Robust Fuzzy Neural Network Sliding Mode Control For Wind Turbine with a Permanent Magnet Synchronous Generator
DOI:
https://doi.org/10.14738/tmlai.54.3336Keywords:
variable speed wind turbine, permanent magnet synhronous generator, sliding mode control, fuzzy neural sliding mode controlAbstract
Abstract—In the present paper, we are interested in the contribution of wind power to the electricity supply in power systems of small sized isolated communities. A robust fuzzy neural sliding control (FNSC) is proposed to track the maximum power point for an isolated wind energy conversion system using a permanent magnet synchronous generator (PMSG) with a hysteresis rectifier connected to a DC load.
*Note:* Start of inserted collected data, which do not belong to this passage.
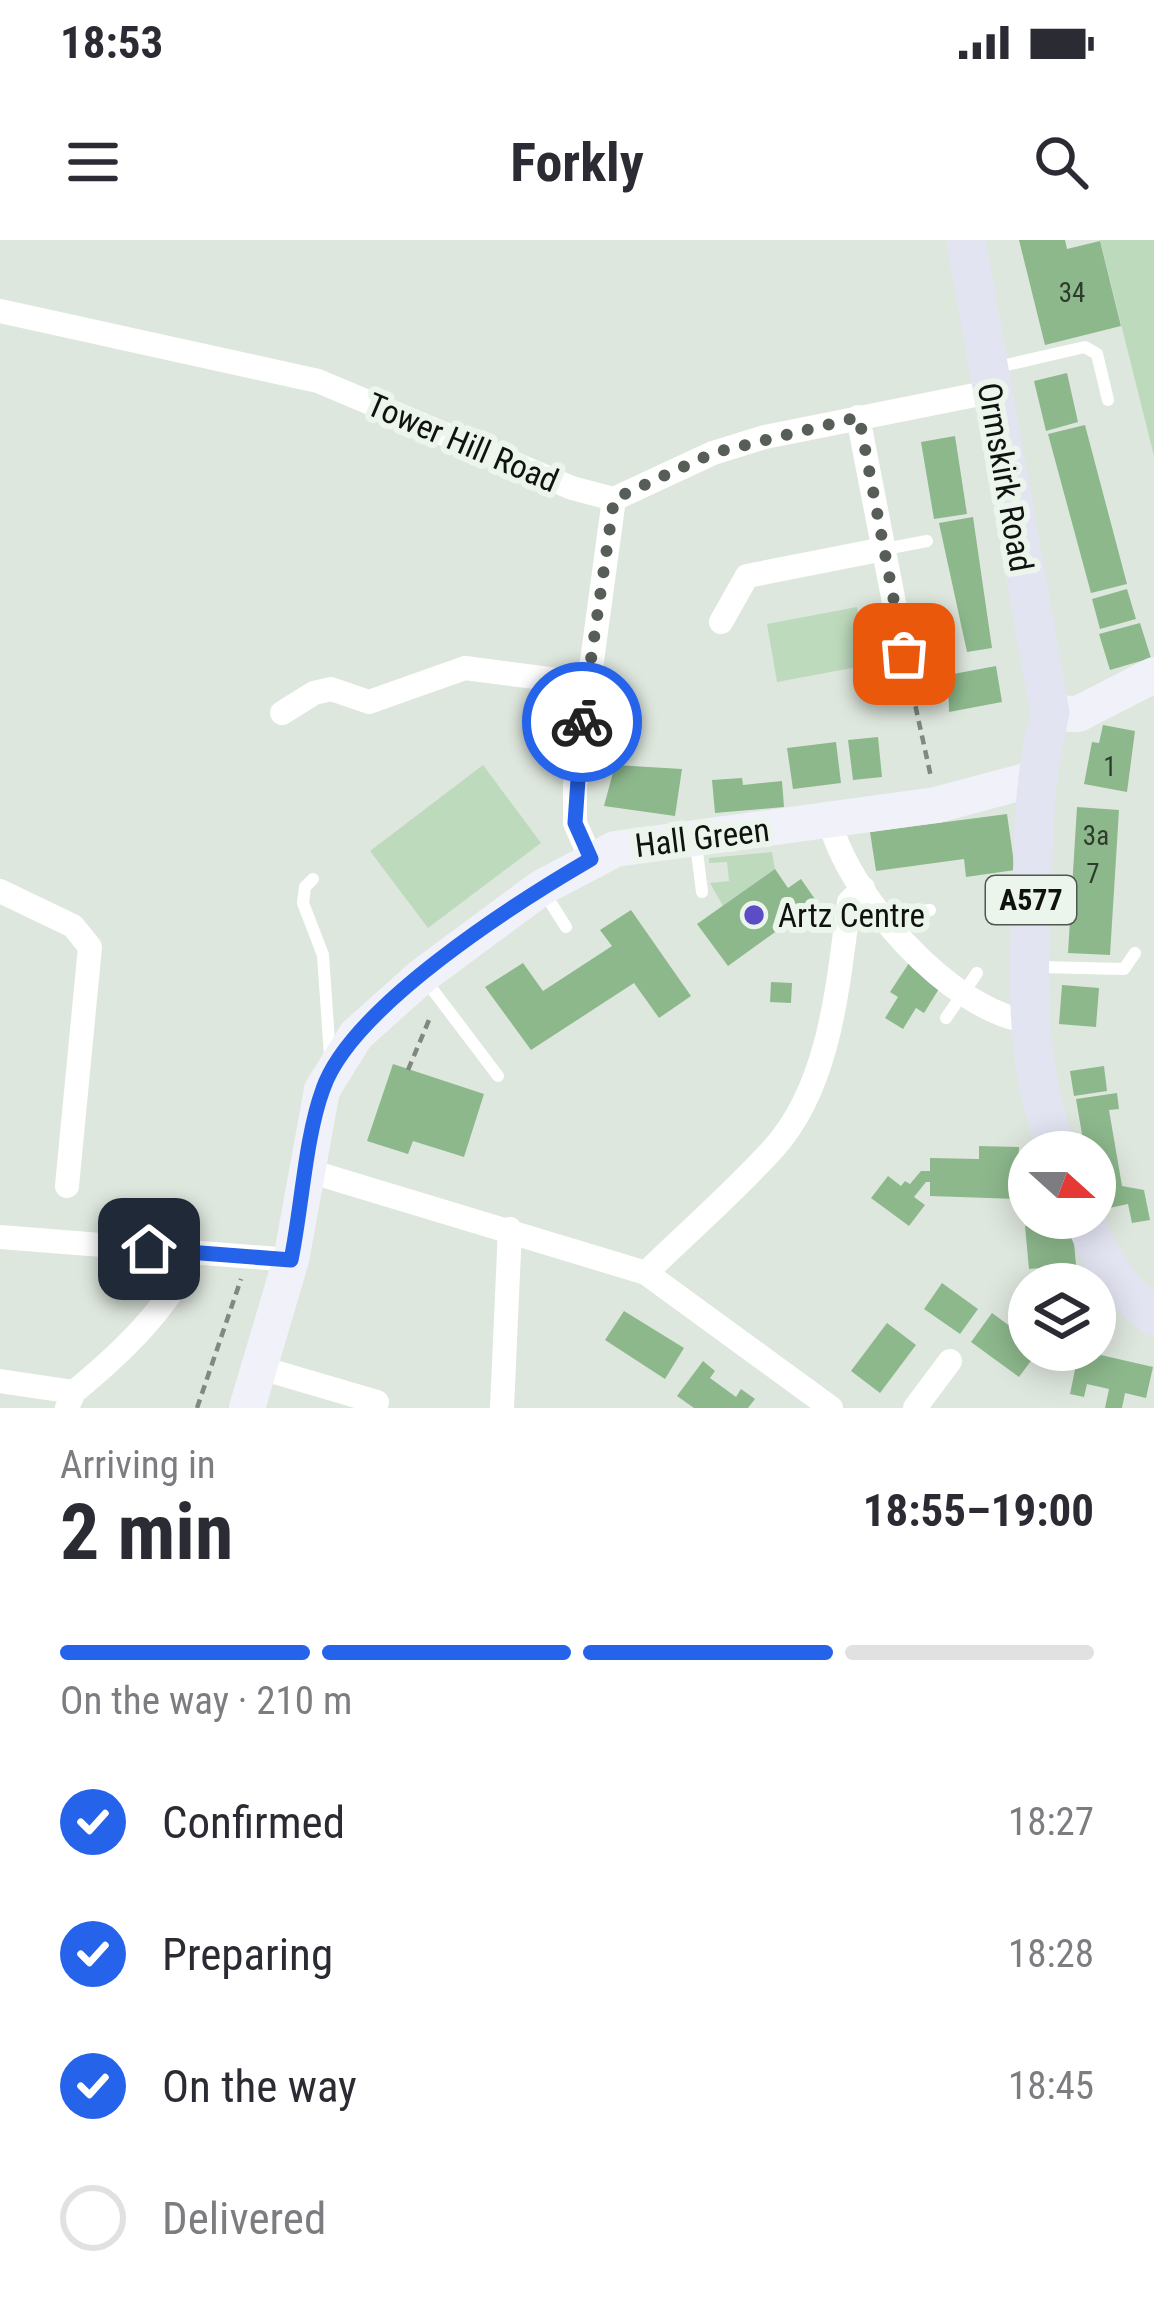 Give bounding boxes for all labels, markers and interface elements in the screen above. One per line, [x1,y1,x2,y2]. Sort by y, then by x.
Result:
text: 18:53 [60,16,163,69]
icon: menu [60,129,126,195]
icon: search [1028,129,1094,195]
text: Forkly [510,131,644,194]
house number: 34 [1059,277,1085,309]
street label: Ormskirk Road [970,380,1041,575]
street label: Tower Hill Road [361,385,564,500]
pin [853,603,955,705]
icon: bag [871,621,937,687]
courier [522,662,642,782]
icon: bike [549,689,615,755]
house number: 1 [1103,751,1117,783]
street label: Hall Green [633,810,772,865]
house number: 3a [1083,820,1109,852]
house number: 7 [1086,858,1100,890]
road number: A577 [986,876,1076,924]
place label: Artz Centre [778,896,925,935]
marker: Artz Centre [741,902,767,928]
north arrow [1008,1131,1116,1239]
map controls [1008,1131,1116,1371]
pin [98,1198,200,1300]
icon: home [116,1216,182,1282]
button: layers [1008,1263,1116,1371]
text: Arriving in [60,1442,216,1488]
text: 18:55–19:00 [863,1484,1094,1537]
text: 2 min [60,1487,233,1578]
text: On the way · 210 m [60,1678,352,1724]
icon: check [60,1789,126,1855]
text: Confirmed [162,1796,345,1849]
text: 18:27 [1008,1799,1094,1845]
icon: check [60,1921,126,1987]
text: Preparing [162,1928,333,1981]
text: 18:28 [1008,1931,1094,1977]
icon: check [60,2053,126,2119]
text: On the way [162,2060,357,2113]
text: 18:45 [1008,2063,1094,2109]
text: Delivered [162,2192,326,2245] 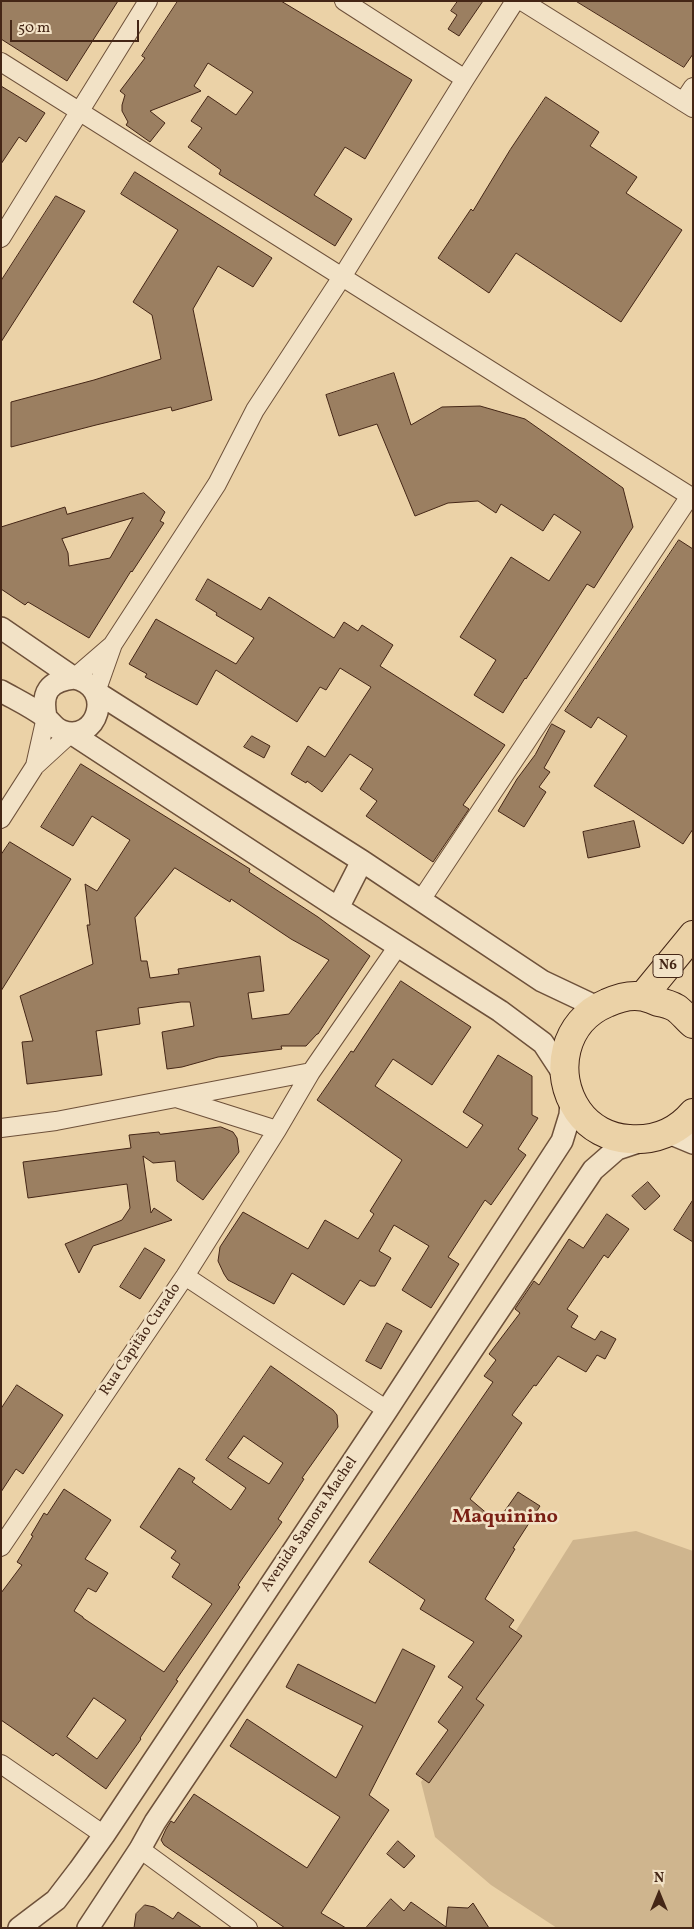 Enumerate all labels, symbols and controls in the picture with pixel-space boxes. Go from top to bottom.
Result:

The turbine is controlled by a sliding mode controller (SMC) to reach the maximum power level. The main objective of the control is to adjust the rectifier voltage to provide it to the DC load as well as to maintain the maximum power extraction. In presence of large uncertainties and wind speed variations, the traditional SMC produces the chattering phenomenon due to the higher needed gain. In order to reduce this gain, FNSC is used for the estimation of the unknown part, thus provide lower gain. The stability of the proposed FNSC is analyzed by Lyapunov theory, simulations results are presented and the proposed control performance is shown by the comparison with the conventional SMC.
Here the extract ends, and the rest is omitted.